"İçtihat Metni"
...
MAHKEMESİ : ... Bölge Adliye Mahkemesi 2. Hukuk Dairesi
SAYISI : 2020/698 E., 2022/1181 K.
KARAR : Kabul
İLK DERECE MAHKEMESİ : ... 1. Aile Mahkemesi
SAYISI : 2015/260 E., 2017/150 K.
Taraflar arasında İlk Derece Mahkemesinde görülen ve istinaf incelemesinden geçen velâyet görevinin kötüye kullanılması nedeniyle tapu iptal ve tescil davasında verilen karar hakkında yapılan temyiz incelemesi sonucunda, Dairece Bölge Adliye Mahkemesi kararının bozulmasına karar verilmiştir.

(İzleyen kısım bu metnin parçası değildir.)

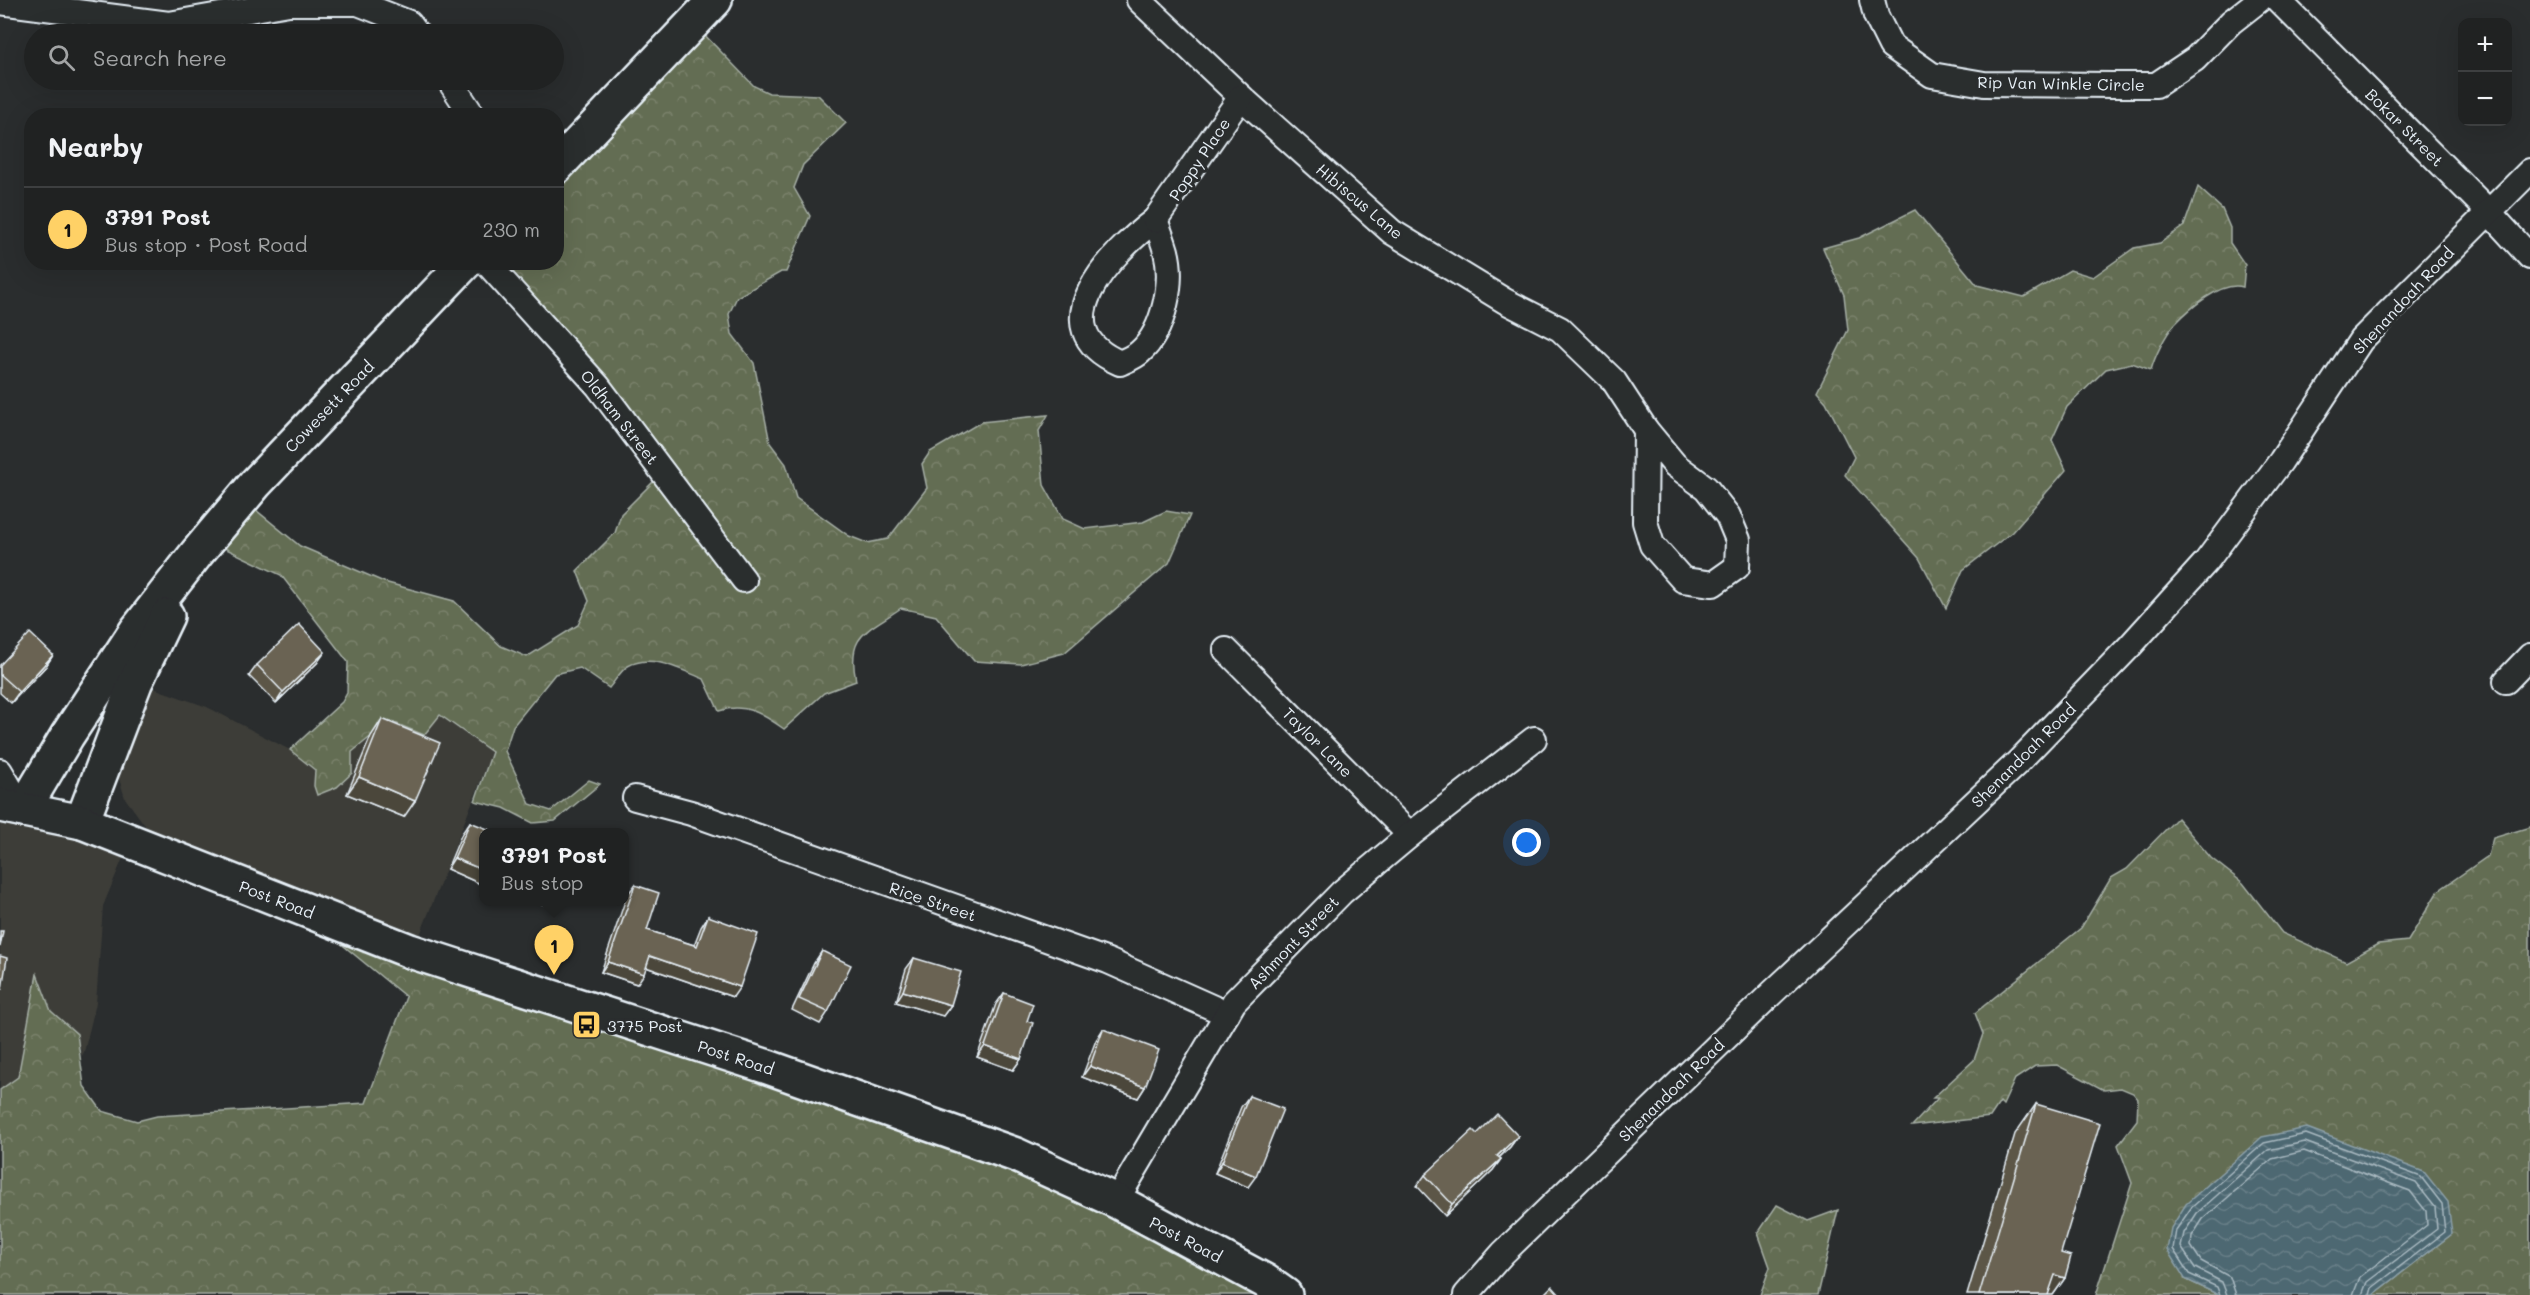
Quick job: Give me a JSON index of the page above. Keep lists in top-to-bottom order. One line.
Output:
{"streets":{"main road":["Cowesett Road","Post Road"],"street":["Rip Van Winkle Circle","Bokar Street","Poppy Place","Hibiscus Lane","Shenandoah Road","Oldham Street","Taylor Lane","Rice Street","Ashmont Street"]},"crossings":[["Bokar Street","Shenandoah Road"],["Poppy Place","Hibiscus Lane"],["Cowesett Road","Post Road"],["Taylor Lane","Ashmont Street"],["Post Road","Ashmont Street"],["Rice Street","Ashmont Street"]],"places":{"bus stop":["3775 Post"]},"page":{"map_buttons":["+","−"],"search":"Search here","heading":"Nearby","list":[{"mark":"1","name":"3791 Post","note":"Bus stop · Post Road","value":"230 m"}],"popup":["3791 Post","Bus stop"],"pins":"1"}}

Bölge Adliye Mahkemesince bozmaya uyularak yeniden yapılan yargılama sonucunda; davanın kabulü ile davalı ... adına kayıtlı tapu kaydının iptali ile davacı ... adına tapuya kayıt ve tescili ile ... mirasçıları olan bir kısım davalılar yönünden davanın husumet nedeniyle reddine karar verilmiştir.
Bölge Adliye Mahkemesi kararı davalılar ... ve ... ... vekili ile dahili davalılar ..., ..., ..., ... ve ... vekili tarafından temyiz edilmiş, incelemenin duruşmalı olarak yapılması davalılar ... ve ... ... vekili tarafından istenilmekle; kesinlik, süre, temyiz şartı ve diğer usul eksiklikleri yönünden yapılan ön inceleme sonucunda, 20.06.2023 tarihinde duruşma yapılmasına ve duruşma gününün taraflara davetiye ile bildirilmesine karar verilmiştir.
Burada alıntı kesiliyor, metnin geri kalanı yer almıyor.